━━━ Task data

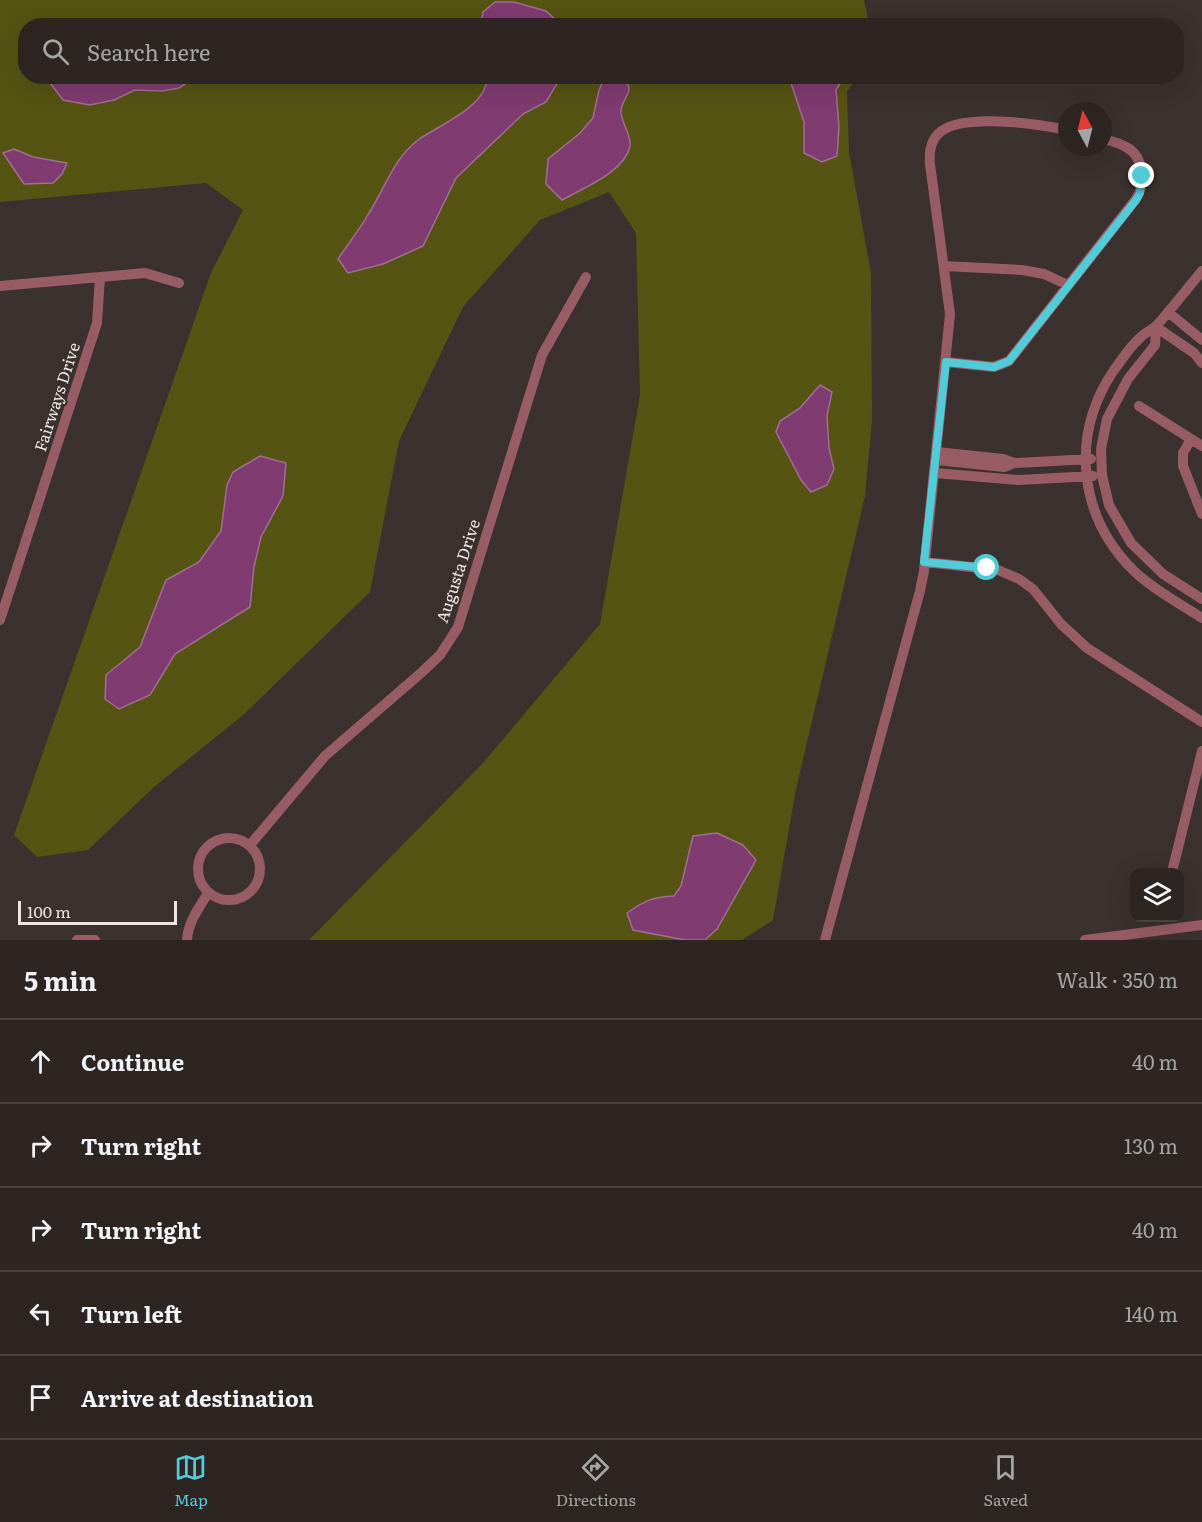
<!DOCTYPE html>
<meta charset="utf-8">
<style>
body{margin:0;font-family:Literata,serif;background:#342d2a;color:#f1f3f6}
.controls{position:absolute;right:18px;bottom:18px;display:grid;overflow:hidden;border-radius:12px;box-shadow:0 6px 24px #0002}
.controls button{width:54px;height:54px;display:grid;place-items:center;padding:0;border:0;border-bottom:2px solid #484240;background:#2c2522;color:#f1f3f6;font:30px sans-serif}
.compass{position:absolute;left:1058px;top:102px;width:54px;height:54px;border-radius:50%;background:#2c2522;box-shadow:0 6px 24px #0002;rotate:353deg}
.scale{position:absolute;left:18px;bottom:15px;width:159px;box-sizing:border-box;padding-left:6px;border:3px solid #ece6e4;border-top:0;font-size:16px;line-height:21px;white-space:nowrap;color:#ece6e4;-webkit-text-stroke:4px #3b312e;paint-order:stroke}
.stop{position:absolute;width:18px;height:18px;margin:-14px;border:4px solid #52cbd9;border-radius:50%;background:#fff}
.stop.end{background:#52cbd9;border-color:#fff;box-shadow:0 2px 6px #0008}
.list{margin:0;padding:0;list-style:none}
h2{display:flex;justify-content:space-between;align-items:center;height:78px;margin:0;padding:0 24px;font-size:26px}
h2 small{font-size:20px;font-weight:400;color:#a6a5a5}
.list li{display:grid;grid-template-columns:39px 1fr auto;gap:18px;align-items:center;box-sizing:border-box;height:84px;padding:0 24px;border-top:2px solid #484240}
.list b{display:block;font-size:22px;white-space:nowrap}
.list em{font-size:20px;font-style:normal;color:#a6a5a5}
.icon{flex:none;width:33px;height:33px;fill:none;stroke:currentColor;stroke-width:2;stroke-linecap:round;stroke-linejoin:round}
.map{position:relative;flex:none;width:1202px;height:940px;overflow:hidden}
.search{position:absolute;background:#2c2522;box-shadow:0 6px 24px #0002;left:18px;right:18px;top:18px;height:66px;display:flex;align-items:center;gap:15px;box-sizing:border-box;padding:0 21px;border-radius:24px;color:#a6a5a5;font-size:22px}
.sheet{height:498px;background:#2c2522}
nav{display:flex;justify-content:space-around;align-items:center;box-sizing:border-box;height:84px;border-top:2px solid #484240;background:#2c2522;font-size:16px;color:#a6a5a5}
nav a{display:grid;justify-items:center;gap:3px}
nav .on{color:#52cbd9}
.map>svg:first-child{display:block}
.green{fill:#565413}
.water{fill:#803b70;stroke:#a06e93;stroke-width:1.5}
.lines{fill:none;stroke-linecap:round;stroke-linejoin:round}
.minor{stroke:#985c65;stroke-width:10}
.route{stroke:#52cbd9;stroke-width:8}
.labels{text-anchor:middle;stroke-width:4.5;stroke-linejoin:round;paint-order:stroke}
.street-label{font-size:16px;fill:#ece6e4;stroke:#3b312e}
</style>
<div class="map">
<svg width="1202" height="940" viewBox="0 0 1202 940">
<rect width="100%" height="100%" fill="#3b312e"/>
<!-- green -->
<path class="green" d="M0 0H864L869 25 26 26V76L857 77 847 92 849 152 871 273 872 421 865 496 796 789 773 920 742 940H309L483 763 600 624 640 395 636 233 609 192 540 220 463 307 399 441 370 592 242 716 154 787 88 850 37 857 14 835 211 273 243 210 206 183 0 202Z"/>
<!-- water -->
<path class="water" d="M495 2H514L546 11 561 25H481L483 12Z
M48 77V76L196 77 179 88 162 91 135 90 114 100 90 105 63 100 47 79Z
M487 77H561L546 102 523 114 456 178 423 246 383 264 348 273 338 259C348 244 360 229 369 213 385 188 394 158 418 140 439 125 488 106 487 77Z
M605 77H622C637 91 623 96 621 110 620 122 632 135 630 146 625 172 583 188 562 200L546 184 548 159 579 134 593 118 599 90Z
M789 77H844L836 90 839 127 837 156 822 162 804 153V122Z
M14 149 33 157 67 163 62 174 53 183 24 184 3 153Z
M820 385 832 392 827 416 829 448 834 469 827 485 811 492 801 480 776 432 780 421 800 408Z
M260 456 286 463 283 496 261 537 254 567 250 607 175 654 150 695 119 709 105 699 106 675 140 647 166 580 199 562 221 531 227 485 233 472Z
M717 833 743 845 756 860 717 929 705 940H685L633 930 627 913C644 901 652 897 674 896L681 886 693 836Z"/>
<g class="lines">
<!-- minor -->
<path class="minor" d="M944 266 1022 270 1044 274 1068 285
M1202 271C1187 289 1173 307 1158 324 1153 330 1145 332 1140 338 1130 346 1122 360 1114 370 1070 435 1078 516 1134 571 1154 590 1179 603 1202 618
M0 286 145 273 179 283
M1168 312 1202 340
M1156 327 1155 345 1128 379 1107 419 1101 449 1102 475 1109 505 1131 543 1163 574 1202 599
M1156 327 1194 353 1202 363
M946 362 994 367 1009 361 1136 199C1145 184 1145 157 1126 147 1120 143 1111 141 1103 139
M1139 406 1202 446
M1191 439 1183 453V466L1202 514
M937 452 1003 459 1014 463
M936 460 1004 467 1014 463 1091 459
M935 473 1019 480 1093 476
M925 562 998 570 1019 579 1033 589 1061 624 1087 648 1202 722
M0 620 97 323 100 277
M198 869a31 31 0 1 1 62 0a31 31 0 1 1-62 0Z
M250 845 325 756 421 673 440 655 458 627 542 355 586 277
M1172 872 1202 751
M77 940H95
M187 940C188 922 199 908 208 893
M825 940 920 591 924 571 950 314 930 164C929 153 930 142 938 134 959 112 1040 124 1067 130
M1085 940 1202 925"/>
</g>
<g class="lines">
<!-- route -->
<path class="route" d="M987 568 924 562 946 362 994 367 1009 361 1136 200 1140 193 1142 176"/>
</g>
<g class="labels">
<!-- street labels -->
<g class="street-label">
<text transform="translate(57 397) rotate(-72)" y="6">Fairways Drive</text>
<text transform="translate(458 571) rotate(-72)" y="6">Augusta Drive</text>
</g>
</g>
</svg>
<div class="controls">
<button><svg class="icon" aria-label="layers" viewBox="0 0 24 24"><path d="M12 4l9 5-9 5-9-5zM3 14l9 5 9-5"/></svg></button>
</div>
<svg class="compass" viewBox="-18 -18 36 36"><path d="M0-13l5 13h-10z" fill="#e53935"/><path d="M0 13l5-13h-10z" fill="#a6a5a5"/></svg>
<div class="scale">100 m</div>
<div class="stop" style="left:987px;top:568px"></div>
<div class="stop end" style="left:1142px;top:176px"></div>
<div class="search"><svg class="icon" aria-label="search" viewBox="0 0 24 24"><circle cx="10" cy="10" r="6"/><path d="M15 15l6 6"/></svg>Search here</div>
</div>
<section class="sheet">
<h2>5 min<small>Walk · 350 m</small></h2>
<ul class="list">
<li><svg class="icon" aria-label="ahead" viewBox="0 0 24 24"><path d="M12 20V5M6 11l6-6 6 6"/></svg><div><b>Continue</b></div><em>40 m</em></li>
<li><svg class="icon" aria-label="right" viewBox="0 0 24 24"><path d="M7 20v-9h11M14 6l5 5-5 5"/></svg><div><b>Turn right</b></div><em>130 m</em></li>
<li><svg class="icon" aria-label="right" viewBox="0 0 24 24"><path d="M7 20v-9h11M14 6l5 5-5 5"/></svg><div><b>Turn right</b></div><em>40 m</em></li>
<li><svg class="icon" aria-label="left" viewBox="0 0 24 24"><path d="M17 20v-9H6M10 6l-5 5 5 5"/></svg><div><b>Turn left</b></div><em>140 m</em></li>
<li><svg class="icon" aria-label="arrive" viewBox="0 0 24 24"><path d="M6 21V4h12l-3 4 3 4H6"/></svg><div><b>Arrive at destination</b></div></li>
</ul>
</section>
<nav>
<a class="on"><svg class="icon" aria-label="map" viewBox="0 0 24 24"><path d="M3 6l6-2 6 2 6-2v14l-6 2-6-2-6 2zM9 4v14M15 6v14"/></svg>Map</a>
<a><svg class="icon" aria-label="directions" viewBox="0 0 24 24"><path d="M12 3l9 9-9 9-9-9zM9 14v-3h6M13 9l2 2-2 2"/></svg>Directions</a>
<a><svg class="icon" aria-label="saved" viewBox="0 0 24 24"><path d="M7 4h10v16l-5-4-5 4z"/></svg>Saved</a>
</nav>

━━━━━━

◆ What you have to do
Filter the listing so that only lines holding the word "margin" remain, and copy those lines.

◆ Response to the task
body{margin:0;font-family:Literata,serif;background:#342d2a;color:#f1f3f6}
.stop{position:absolute;width:18px;height:18px;margin:-14px;border:4px solid #52cbd9;border-radius:50%;background:#fff}
.list{margin:0;padding:0;list-style:none}
h2{display:flex;justify-content:space-between;align-items:center;height:78px;margin:0;padding:0 24px;font-size:26px}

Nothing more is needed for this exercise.